Those who want to enjoy all the special holiday events in the Carson Valley this season may have to split into small groups to see everything. Either that or clone themselves.

Here’s a list of activities for the weekend of Dec. 5-7.

n The 8th Annual Light the Lights of Minden Park event begins at 5:30 p.m. Friday, Dec. 5 and ends at 8:30 p.m.

The Carson Valley Middle School band will perform from 5:30-6 p.m., and the CVMS choir will sing holiday selections beginning at 6 p.m. From 6-8:30 p.m., strolling violinists, The Yales, will be providing entertainment.

The lights of Minden Park, including the gazebo, will be lit at 6:30 p.m., and afterwards the Douglas High School show choir, Image, will perform.

At the C.O.D. Garage, Santa Claus will be available to greet children, and the Minden Business Group will provide free photographs of visits with Santa, while the Minden Town Board will supply Santa’s treats.

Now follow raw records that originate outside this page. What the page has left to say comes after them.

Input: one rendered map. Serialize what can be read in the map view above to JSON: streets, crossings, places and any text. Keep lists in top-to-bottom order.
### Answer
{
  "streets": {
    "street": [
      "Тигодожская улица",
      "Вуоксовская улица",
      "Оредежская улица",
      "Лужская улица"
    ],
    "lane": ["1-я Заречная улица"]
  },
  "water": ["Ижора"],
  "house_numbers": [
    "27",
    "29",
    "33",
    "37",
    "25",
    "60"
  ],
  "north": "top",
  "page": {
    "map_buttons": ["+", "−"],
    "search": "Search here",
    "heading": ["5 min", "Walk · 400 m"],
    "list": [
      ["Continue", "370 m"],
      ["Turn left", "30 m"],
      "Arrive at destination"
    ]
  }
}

The Lone Tree Gallery will have a display of Minden Park gazebo drawings by students in the 6th grade at Minden Elementary School. Three of the drawings will be framed by the gallery and cash awards will be presented to each of the three winning artists. Holiday artwork done by the Minden Montessori School will also be on display.

After the lighting of the lights, Minden businesses will be providing free refreshments in downtown Minden.

“The Carson Valley Inn will have hot cider and cookies, Heidi’s will be providing cookies and hot cocoa and the Minden Business group will have cookies and coffee,” said Roxanne Stangle, coordinator of the event. “All the downtown businesses will also be open late with specials. This is a real family evening.”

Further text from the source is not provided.